What you have to hope for is a doubleton holding in the West hand which includes
the 10, with or without an honor, that is, either 10-x, K-10, or Q-10.  In all 
those cases, you must start the diamond plays from your hand, so win the ace of
spades and lead a low diamond toward dummy.

	In the cases where West holds K-10 or Q-10, most players will play the
high honor out of a reasonable fear of losing it, especially since declarer might
be leading from a strong holding headed by A-Q or A-K.  If West plays the 10 
instead, the jack will force the honor in the East hand.  Declarer can play the
ace when in next, dropping the stiff honor in West’s hand, and the suit will now
be good—that is, provided that declarer reads the position.

        If West wins the first diamond and presumably leads another spade, you 
will win the king in dummy and lead the jack of diamonds, pinning West’s remaining
10.  If East doesn’t cover, let the jack ride, then come to your hand with a 
heart, play the ace of diamonds and run the suit.

	If West holds 10-x, as in the actual hand, he will likely follow with his
low spot card at trick #2.  Put in the 9, forcing a high honor from East.  Win 
the spade continuation in dummy, and once again lead the jack of diamonds, 
intending to pass it as before if East does not cover.

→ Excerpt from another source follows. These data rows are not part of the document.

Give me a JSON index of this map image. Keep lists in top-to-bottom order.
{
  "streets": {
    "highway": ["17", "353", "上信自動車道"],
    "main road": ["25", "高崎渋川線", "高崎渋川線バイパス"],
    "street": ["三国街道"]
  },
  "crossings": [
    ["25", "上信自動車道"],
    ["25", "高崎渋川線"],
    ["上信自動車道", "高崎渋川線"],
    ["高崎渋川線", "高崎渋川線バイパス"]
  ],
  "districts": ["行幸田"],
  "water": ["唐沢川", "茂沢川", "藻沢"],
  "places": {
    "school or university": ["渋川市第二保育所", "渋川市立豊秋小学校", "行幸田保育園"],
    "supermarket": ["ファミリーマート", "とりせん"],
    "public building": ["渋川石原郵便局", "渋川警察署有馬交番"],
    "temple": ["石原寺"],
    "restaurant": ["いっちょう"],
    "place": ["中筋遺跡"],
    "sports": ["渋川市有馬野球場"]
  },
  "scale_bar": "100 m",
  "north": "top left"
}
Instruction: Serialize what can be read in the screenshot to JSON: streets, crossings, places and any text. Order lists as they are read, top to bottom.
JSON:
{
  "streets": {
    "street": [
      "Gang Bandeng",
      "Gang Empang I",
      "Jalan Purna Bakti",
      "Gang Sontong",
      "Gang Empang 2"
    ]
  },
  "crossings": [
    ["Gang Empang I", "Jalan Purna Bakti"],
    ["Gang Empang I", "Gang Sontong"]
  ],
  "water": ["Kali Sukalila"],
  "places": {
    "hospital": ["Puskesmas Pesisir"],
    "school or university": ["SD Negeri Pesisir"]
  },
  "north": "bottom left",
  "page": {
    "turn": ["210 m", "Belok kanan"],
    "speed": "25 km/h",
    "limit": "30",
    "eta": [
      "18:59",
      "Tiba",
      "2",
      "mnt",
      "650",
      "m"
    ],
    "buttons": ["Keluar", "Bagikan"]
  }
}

	If West, holding 10-x, plays the 10 on the first diamond lead, he will 
create a problem for declarer.  Since a singleton 10 holding would be irrelevant,
as South can not play the suit for one loser if East has K-Q-x-x, South will 
have to guess on the second diamond play whether to run the 9, playing for East
to have started with K-Q-x, or go up with the ace, playing for West to have 
started with Honor-10.  

        This all means that, whether West holds honor-10 or 10-x, his best play
is actually to first play the 10 in each case (although admittedly a much more 
difficult play to make with the honor-10 holding), creating an ambiguity and 
forcing South to guess which play to make on the second diamond lead.  Probably
only a sophisticated defender, (or a naïve one, perhaps “giving count”) would 
make that play in tempo, however.  

	If you envisioned the right line (and presumably did not get the play 
of the 10 on the first diamond lead), your team gained 730 points (+630 & +100),
which translates into +12 IMPs and the match; nice going.